Le zozotement (ou le chuintement) isolé n'est pas considéré comme un trouble jusqu'à la perte des dents de lait et l'apparition des dents définitives, soit entre 5 et 6 ans et demi, et a toutes les chances de disparaître naturellement. Avant, il n'est pas utile de consulter un orthophoniste. En effet, non seulement les points d'articulation des enfants vont évoluer lors de la déglutition secondaire puis "l'orthophoniste va se servir d'un appui de la langue sur les dents pour prononcer le "s" et le "z" (les deux sons concernés par le zozotement), cette position de rééducation n'est alors possible que lorsque les dents définitives sont apparues", précise l'experte. Dès lors que sa dentition est formée, mais que des défauts de prononciation persistent, on peut faire appel à un orthophoniste, parallèlement à un soutien orthodontiste lorsque c'est nécessaire, pour aider l'enfant à positionner correctement sa langue afin de prononcer tous les sons. L'enfant pourra alors travailler sur chaque point d'articulation par le biais d'exercices, de chansons, de jeux d'écoute ou de grimaces, d'interaction de langage et de stimulation quotidienne pour l'aider à acquérir l'agilité de sa langue. A noter que les soins orthophoniques sont remboursés par l'Assurance Maladie à 60 % et par les mutuelles pour le reste. 

Exercices, conseils : comment l'aider au quotidien ?

"On ne peut améliorer son langage… qu'en pratiquant et ce tous les jours !", affirme Françoise Garcia avant de préciser "qu'il est inutile de faire répéter le mot, de manière insistante, jusqu'à ce qu'il soit correctement prononcé, surtout si le mot reste malgré cela compréhensible". En effet, l'enfant risque de crisper sa langue, de stresser voire de se vexer et son zozotement risque même de s'intensifier. Mieux vaut aménager des moments ludiques où l'enfant devra faire un effort particulier pour bien écouter chaque mot et essayer de les répéter convenablement.
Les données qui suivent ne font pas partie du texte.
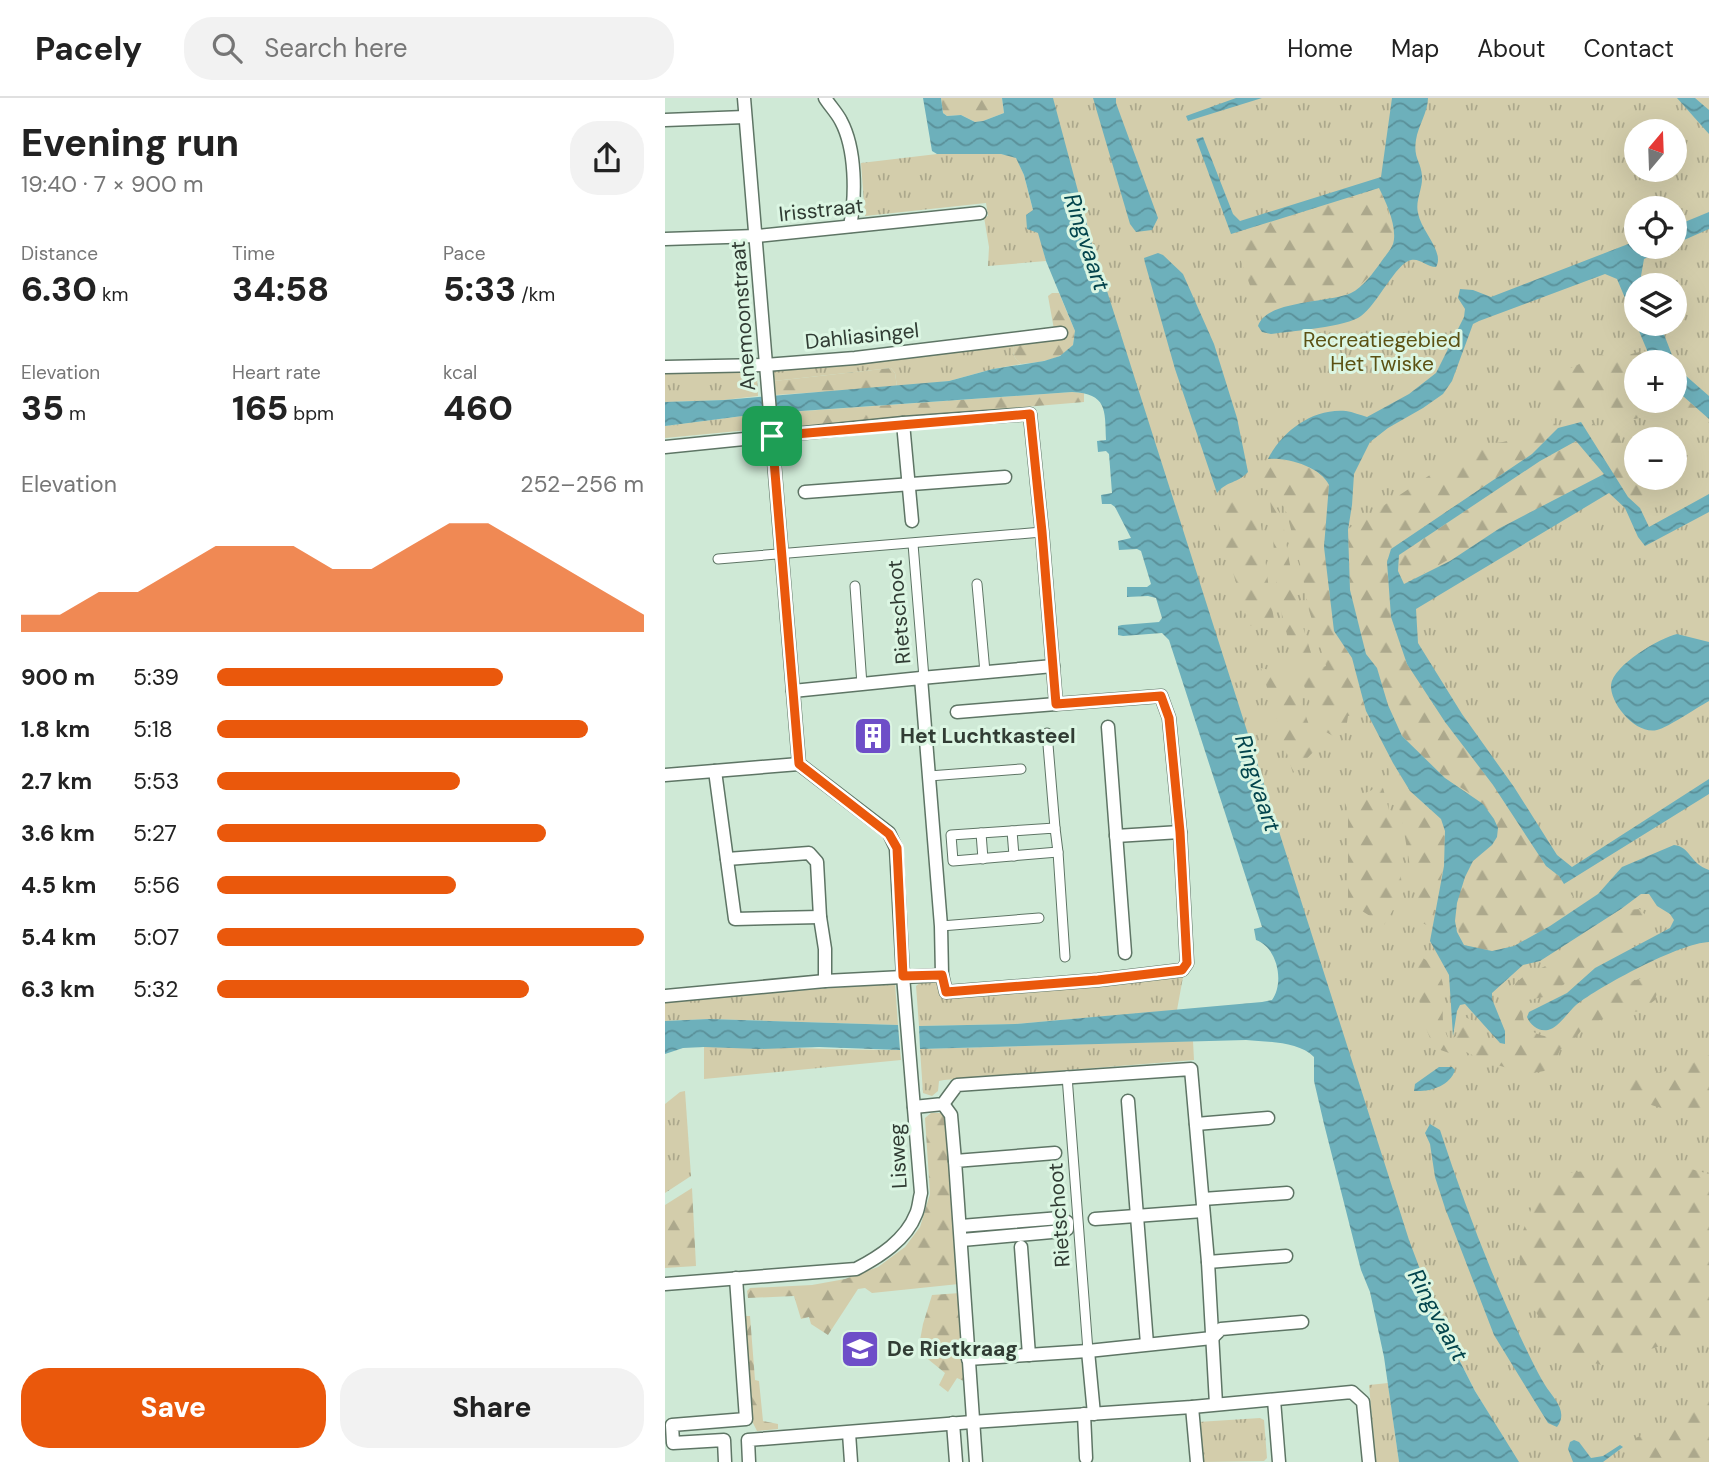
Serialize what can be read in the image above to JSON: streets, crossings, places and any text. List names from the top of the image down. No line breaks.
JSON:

C'est en utilisant une grande palette de mots différents, en lui permettant d'être plus à l'écoute et plus attentif aux mouvements articulatoires de ses interlocuteurs qu'il va, par mimétisme, essayer de reproduire ce qu'il entend ou voit. Ce travail sera renforcé lors des séances d'orthophonie pour les enfants plus en difficulté. Enfin, proposez-lui d'abandonner progressivement le pouce ou la tétine et soyez à son écoute : parfois un zozotement témoigne d'une peur de grandir, d'un manque de confiance ou d'un moyen d'attirer votre attention.